##### Available data #####

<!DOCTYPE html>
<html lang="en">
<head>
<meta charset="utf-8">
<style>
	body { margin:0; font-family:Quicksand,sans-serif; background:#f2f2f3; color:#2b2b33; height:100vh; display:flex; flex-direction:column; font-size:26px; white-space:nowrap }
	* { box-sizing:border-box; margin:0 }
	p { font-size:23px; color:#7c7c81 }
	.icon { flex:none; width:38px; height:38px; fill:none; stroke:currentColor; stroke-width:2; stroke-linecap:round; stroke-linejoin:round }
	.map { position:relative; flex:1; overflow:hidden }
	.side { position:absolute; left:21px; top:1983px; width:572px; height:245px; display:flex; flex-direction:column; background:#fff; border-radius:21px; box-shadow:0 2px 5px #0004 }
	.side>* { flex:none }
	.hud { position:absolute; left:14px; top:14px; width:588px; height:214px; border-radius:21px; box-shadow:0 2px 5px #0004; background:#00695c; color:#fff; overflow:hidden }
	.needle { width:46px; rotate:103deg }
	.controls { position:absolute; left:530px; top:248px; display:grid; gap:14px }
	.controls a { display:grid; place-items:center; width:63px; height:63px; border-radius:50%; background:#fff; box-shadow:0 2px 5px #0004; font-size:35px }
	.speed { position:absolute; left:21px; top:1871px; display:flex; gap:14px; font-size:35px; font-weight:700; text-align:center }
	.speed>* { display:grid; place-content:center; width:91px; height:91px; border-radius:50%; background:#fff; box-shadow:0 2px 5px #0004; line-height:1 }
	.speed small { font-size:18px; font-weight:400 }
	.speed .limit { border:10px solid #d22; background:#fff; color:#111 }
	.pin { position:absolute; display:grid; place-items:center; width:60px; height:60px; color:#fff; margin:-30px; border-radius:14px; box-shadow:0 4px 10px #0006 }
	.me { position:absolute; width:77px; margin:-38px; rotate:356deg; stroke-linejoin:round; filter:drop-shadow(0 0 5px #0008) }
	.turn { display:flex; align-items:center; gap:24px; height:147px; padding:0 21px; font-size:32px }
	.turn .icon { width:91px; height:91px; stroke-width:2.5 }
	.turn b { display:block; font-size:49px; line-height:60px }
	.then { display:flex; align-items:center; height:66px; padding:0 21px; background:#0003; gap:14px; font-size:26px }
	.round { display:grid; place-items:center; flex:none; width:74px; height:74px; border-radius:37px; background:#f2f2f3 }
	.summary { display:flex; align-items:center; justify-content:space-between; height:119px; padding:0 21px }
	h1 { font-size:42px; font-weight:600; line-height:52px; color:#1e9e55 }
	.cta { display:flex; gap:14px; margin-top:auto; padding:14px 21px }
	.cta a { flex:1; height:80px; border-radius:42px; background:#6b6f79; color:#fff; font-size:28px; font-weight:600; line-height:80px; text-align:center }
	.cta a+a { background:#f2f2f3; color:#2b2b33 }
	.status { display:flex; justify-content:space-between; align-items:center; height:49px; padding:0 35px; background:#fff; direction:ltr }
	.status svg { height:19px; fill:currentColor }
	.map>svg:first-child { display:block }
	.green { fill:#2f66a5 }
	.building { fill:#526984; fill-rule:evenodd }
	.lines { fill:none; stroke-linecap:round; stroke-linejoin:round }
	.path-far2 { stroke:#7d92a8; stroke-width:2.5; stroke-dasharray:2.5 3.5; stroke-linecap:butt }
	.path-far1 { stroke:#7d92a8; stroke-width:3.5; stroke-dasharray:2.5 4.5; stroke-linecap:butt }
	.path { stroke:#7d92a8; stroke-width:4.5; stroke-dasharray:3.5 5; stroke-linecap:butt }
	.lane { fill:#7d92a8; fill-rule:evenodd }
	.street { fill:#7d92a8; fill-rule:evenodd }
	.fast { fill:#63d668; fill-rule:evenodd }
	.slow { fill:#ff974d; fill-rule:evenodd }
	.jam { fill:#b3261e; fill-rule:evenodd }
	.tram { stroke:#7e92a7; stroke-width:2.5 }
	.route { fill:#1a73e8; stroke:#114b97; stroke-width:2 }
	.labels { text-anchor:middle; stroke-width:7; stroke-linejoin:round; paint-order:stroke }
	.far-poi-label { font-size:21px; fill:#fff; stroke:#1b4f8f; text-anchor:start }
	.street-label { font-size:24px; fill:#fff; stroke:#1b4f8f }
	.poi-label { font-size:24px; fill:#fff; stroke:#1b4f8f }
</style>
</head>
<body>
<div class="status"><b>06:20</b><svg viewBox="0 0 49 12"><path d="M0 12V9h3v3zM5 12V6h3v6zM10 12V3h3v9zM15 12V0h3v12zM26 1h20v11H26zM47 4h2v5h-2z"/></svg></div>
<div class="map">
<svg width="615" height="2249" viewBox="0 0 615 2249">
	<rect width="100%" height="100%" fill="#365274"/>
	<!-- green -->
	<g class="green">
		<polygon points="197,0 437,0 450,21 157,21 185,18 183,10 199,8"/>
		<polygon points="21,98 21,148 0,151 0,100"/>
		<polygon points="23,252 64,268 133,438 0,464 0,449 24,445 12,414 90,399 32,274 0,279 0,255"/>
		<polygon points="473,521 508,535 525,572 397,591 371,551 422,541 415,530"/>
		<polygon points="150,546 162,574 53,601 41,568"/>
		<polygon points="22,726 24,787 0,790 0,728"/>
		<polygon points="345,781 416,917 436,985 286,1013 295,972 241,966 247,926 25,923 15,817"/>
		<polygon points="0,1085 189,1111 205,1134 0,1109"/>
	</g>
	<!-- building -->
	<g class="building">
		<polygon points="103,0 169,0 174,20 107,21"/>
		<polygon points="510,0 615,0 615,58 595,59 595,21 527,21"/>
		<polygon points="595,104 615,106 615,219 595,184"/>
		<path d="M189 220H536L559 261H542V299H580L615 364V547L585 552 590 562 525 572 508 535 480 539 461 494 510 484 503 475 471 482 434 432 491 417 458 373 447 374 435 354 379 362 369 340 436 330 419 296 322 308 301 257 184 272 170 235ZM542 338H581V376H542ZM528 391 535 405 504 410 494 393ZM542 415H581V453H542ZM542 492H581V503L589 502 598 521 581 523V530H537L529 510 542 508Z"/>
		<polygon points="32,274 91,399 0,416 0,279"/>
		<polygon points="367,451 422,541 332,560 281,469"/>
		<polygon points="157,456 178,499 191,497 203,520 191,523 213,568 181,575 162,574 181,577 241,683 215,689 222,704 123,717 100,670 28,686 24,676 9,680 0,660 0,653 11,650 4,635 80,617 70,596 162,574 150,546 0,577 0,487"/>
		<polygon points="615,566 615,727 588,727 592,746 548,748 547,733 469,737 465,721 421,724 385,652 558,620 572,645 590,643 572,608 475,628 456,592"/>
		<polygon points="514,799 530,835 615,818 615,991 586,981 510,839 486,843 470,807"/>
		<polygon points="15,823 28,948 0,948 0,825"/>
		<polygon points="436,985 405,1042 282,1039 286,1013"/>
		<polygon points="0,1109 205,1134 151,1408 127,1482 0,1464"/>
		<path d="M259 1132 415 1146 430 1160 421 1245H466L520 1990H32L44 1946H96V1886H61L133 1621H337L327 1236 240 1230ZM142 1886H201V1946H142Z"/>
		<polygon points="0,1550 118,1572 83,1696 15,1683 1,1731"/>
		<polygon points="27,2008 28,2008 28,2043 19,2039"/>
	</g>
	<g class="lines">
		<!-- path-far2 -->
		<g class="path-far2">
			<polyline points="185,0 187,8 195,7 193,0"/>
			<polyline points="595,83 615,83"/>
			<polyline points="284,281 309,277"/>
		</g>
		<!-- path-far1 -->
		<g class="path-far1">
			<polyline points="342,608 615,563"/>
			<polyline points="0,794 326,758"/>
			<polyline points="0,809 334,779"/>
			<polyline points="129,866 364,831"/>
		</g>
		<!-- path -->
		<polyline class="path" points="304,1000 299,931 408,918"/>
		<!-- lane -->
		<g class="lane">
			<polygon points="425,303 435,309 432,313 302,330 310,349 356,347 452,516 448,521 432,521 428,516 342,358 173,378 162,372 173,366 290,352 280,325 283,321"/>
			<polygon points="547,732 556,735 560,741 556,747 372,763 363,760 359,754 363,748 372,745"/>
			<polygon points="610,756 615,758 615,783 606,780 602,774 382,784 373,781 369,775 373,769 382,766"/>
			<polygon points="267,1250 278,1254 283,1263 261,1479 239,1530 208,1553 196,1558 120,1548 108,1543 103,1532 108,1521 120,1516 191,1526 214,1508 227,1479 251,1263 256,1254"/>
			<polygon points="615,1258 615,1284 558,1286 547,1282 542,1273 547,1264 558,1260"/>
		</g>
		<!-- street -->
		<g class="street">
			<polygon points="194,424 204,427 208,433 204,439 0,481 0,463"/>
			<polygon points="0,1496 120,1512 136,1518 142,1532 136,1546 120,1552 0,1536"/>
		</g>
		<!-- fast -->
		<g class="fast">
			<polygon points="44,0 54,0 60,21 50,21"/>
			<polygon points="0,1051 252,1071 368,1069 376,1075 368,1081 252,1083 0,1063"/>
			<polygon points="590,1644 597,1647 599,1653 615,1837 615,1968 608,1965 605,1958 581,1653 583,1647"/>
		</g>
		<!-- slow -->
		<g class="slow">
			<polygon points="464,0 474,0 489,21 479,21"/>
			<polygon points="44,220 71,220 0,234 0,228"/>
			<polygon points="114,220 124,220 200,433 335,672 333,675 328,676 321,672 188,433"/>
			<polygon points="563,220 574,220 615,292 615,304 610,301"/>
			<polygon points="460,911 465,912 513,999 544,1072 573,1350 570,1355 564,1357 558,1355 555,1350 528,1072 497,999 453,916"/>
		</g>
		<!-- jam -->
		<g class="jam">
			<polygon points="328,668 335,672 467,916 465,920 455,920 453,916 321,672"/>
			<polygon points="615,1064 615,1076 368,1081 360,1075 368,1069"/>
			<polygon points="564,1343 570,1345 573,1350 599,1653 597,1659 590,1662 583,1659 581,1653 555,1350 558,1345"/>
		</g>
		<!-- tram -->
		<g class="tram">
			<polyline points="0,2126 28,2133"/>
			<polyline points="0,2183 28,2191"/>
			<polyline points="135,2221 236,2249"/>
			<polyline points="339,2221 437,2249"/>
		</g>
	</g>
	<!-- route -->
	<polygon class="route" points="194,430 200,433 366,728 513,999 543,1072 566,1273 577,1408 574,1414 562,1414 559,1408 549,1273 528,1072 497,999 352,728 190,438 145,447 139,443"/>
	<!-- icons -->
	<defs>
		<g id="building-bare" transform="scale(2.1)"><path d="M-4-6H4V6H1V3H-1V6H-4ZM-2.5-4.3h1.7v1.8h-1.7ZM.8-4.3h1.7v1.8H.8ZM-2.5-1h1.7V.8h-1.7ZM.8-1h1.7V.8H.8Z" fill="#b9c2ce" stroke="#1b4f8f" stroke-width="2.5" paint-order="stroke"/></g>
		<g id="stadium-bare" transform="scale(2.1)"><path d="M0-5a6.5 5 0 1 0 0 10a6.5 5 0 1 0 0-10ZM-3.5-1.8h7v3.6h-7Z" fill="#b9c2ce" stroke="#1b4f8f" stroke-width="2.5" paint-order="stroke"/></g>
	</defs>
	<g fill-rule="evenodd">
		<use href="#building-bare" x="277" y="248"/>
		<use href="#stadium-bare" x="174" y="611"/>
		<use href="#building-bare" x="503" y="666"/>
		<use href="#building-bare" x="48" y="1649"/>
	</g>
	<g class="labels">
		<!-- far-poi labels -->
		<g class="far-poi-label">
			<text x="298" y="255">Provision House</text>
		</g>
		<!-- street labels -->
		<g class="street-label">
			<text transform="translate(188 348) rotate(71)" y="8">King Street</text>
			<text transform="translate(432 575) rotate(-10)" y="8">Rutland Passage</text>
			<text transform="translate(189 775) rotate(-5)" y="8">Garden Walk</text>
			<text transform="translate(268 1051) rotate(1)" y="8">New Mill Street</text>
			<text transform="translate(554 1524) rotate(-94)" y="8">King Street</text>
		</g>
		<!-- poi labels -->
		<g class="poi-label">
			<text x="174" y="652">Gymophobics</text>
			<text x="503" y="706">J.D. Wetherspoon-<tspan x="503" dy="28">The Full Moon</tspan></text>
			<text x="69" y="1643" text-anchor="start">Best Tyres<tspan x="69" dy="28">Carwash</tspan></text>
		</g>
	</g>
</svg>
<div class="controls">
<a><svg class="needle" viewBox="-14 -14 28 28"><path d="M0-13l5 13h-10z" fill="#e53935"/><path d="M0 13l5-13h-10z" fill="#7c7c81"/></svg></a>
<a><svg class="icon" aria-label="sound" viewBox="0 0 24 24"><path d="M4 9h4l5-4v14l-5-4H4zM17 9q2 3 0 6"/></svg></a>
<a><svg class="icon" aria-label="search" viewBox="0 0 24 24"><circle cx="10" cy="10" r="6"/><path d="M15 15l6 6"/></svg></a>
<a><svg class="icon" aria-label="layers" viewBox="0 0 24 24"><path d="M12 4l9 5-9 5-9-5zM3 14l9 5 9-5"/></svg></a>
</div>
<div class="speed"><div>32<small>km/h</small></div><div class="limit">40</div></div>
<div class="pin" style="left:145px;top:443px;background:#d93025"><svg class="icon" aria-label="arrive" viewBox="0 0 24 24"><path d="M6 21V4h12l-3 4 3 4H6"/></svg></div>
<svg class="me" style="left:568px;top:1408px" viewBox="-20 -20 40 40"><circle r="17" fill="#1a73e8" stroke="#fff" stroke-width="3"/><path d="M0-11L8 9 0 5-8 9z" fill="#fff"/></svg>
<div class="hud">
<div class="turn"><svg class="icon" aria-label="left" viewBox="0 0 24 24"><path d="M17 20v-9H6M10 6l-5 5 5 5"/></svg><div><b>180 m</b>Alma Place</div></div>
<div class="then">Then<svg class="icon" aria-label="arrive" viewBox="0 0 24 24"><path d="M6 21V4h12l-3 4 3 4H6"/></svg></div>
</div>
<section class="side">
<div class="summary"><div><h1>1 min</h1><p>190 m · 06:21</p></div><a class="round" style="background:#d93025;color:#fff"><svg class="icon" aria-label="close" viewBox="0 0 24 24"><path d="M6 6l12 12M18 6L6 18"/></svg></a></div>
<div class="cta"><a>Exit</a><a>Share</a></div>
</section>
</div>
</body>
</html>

#####
##### Available data #####

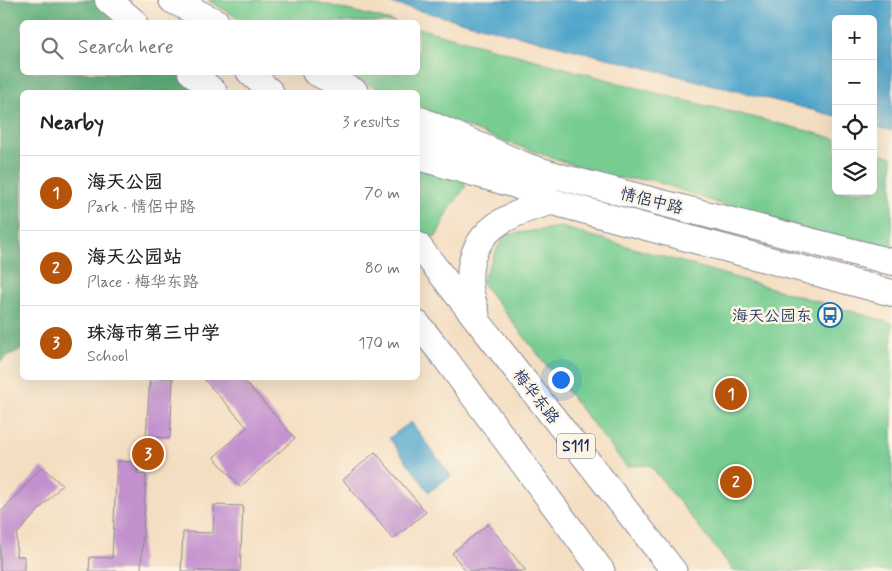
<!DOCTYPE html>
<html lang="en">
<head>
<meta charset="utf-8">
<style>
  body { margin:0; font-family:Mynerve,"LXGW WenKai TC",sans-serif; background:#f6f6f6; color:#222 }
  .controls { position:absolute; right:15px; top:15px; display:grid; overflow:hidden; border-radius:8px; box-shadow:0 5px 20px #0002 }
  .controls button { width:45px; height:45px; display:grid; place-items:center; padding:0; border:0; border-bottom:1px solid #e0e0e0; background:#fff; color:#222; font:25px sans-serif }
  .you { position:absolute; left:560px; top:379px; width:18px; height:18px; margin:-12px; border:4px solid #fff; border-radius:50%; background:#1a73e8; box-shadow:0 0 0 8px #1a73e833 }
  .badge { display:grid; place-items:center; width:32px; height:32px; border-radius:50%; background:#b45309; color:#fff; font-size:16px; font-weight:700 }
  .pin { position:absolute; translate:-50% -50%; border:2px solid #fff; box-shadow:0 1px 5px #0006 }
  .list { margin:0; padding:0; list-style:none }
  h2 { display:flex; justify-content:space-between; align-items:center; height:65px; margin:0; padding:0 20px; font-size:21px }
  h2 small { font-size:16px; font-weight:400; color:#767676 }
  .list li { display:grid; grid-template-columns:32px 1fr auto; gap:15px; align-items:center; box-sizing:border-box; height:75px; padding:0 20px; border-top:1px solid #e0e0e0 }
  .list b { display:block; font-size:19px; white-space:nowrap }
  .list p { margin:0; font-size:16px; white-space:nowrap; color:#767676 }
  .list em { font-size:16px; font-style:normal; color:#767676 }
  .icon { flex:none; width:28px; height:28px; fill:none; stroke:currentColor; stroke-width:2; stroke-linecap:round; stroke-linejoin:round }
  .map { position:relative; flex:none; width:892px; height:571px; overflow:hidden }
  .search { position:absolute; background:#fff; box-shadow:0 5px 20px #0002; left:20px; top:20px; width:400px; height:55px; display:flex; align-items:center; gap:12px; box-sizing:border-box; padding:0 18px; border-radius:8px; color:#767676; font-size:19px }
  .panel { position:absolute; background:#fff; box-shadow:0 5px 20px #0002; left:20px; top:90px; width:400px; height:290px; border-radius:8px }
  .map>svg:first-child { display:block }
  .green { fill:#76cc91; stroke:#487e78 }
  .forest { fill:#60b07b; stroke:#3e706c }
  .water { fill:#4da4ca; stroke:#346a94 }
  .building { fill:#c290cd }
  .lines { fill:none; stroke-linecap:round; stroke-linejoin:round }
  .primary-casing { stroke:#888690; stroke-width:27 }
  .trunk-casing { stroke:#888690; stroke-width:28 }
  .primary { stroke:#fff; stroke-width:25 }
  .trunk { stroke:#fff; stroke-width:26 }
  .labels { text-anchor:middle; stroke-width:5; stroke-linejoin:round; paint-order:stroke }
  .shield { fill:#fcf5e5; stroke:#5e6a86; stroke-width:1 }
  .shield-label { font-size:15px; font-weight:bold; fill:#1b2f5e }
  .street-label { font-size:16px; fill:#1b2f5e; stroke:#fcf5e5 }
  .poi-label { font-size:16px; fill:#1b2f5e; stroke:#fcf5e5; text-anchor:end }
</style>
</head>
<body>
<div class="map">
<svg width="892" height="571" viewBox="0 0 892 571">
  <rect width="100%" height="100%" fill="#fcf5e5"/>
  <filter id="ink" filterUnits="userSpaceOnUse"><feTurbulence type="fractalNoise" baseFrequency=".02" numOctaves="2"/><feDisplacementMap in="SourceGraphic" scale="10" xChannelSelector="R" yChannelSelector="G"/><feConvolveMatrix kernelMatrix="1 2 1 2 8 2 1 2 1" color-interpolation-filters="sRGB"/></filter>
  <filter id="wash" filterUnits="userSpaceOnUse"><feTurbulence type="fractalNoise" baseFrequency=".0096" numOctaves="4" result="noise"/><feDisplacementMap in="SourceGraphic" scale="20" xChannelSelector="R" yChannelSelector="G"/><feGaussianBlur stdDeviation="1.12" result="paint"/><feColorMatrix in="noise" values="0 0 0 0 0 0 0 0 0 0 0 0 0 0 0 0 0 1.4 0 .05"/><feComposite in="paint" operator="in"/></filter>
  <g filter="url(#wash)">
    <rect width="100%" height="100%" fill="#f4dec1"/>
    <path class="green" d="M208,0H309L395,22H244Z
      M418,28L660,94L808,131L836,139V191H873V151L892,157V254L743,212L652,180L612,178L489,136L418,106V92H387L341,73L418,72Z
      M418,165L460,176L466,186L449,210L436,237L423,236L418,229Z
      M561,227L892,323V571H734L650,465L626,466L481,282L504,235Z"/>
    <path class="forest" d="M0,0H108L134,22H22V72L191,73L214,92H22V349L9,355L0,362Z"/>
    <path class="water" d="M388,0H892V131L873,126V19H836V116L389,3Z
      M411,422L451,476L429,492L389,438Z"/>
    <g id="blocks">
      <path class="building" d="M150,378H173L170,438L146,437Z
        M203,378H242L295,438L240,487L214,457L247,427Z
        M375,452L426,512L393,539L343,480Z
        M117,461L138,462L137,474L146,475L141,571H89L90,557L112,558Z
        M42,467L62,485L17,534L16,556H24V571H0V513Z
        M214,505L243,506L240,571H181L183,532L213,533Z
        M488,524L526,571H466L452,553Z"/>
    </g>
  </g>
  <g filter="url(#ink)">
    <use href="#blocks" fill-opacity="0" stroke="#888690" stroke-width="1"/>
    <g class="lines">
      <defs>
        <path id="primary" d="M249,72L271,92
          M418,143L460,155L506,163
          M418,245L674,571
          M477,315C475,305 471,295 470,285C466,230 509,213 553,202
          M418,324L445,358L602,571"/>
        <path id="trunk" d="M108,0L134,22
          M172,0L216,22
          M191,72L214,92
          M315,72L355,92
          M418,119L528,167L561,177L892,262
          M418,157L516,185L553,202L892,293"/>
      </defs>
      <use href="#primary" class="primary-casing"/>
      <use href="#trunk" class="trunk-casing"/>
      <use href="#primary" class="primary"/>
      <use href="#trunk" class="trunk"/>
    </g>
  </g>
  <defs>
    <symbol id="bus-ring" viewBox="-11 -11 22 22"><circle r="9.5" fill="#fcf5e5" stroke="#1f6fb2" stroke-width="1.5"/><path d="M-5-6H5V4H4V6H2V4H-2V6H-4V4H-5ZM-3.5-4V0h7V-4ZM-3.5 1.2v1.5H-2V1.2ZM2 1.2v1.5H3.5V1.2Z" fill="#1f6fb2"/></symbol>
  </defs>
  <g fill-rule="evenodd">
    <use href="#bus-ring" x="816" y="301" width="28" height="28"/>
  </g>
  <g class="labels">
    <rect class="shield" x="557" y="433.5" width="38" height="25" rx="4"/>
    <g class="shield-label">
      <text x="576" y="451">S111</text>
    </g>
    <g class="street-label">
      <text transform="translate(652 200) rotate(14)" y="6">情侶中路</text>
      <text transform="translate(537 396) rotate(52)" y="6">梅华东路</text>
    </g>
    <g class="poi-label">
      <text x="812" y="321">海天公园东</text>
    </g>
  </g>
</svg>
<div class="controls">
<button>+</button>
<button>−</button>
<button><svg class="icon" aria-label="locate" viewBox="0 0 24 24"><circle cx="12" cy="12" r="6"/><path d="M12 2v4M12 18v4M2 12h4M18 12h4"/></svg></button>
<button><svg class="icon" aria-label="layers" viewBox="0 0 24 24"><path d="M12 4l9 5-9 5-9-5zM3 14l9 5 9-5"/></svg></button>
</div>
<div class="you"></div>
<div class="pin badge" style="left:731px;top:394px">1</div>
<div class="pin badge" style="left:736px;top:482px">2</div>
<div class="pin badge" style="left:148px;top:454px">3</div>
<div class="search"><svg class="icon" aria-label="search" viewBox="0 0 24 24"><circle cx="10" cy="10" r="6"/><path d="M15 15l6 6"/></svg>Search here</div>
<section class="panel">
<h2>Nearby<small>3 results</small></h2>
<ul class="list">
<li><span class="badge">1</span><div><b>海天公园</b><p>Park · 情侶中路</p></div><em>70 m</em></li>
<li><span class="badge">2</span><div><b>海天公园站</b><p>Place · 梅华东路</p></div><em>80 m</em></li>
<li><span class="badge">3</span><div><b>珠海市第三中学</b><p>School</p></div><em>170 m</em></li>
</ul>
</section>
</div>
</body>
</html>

#####

= Problem statement =
List the lines of the records where "speed" occurs.

= Task answer =
	.speed { position:absolute; left:21px; top:1871px; display:flex; gap:14px; font-size:35px; font-weight:700; text-align:center }
	.speed>* { display:grid; place-content:center; width:91px; height:91px; border-radius:50%; background:#fff; box-shadow:0 2px 5px #0004; line-height:1 }
	.speed small { font-size:18px; font-weight:400 }
	.speed .limit { border:10px solid #d22; background:#fff; color:#111 }
<div class="speed"><div>32<small>km/h</small></div><div class="limit">40</div></div>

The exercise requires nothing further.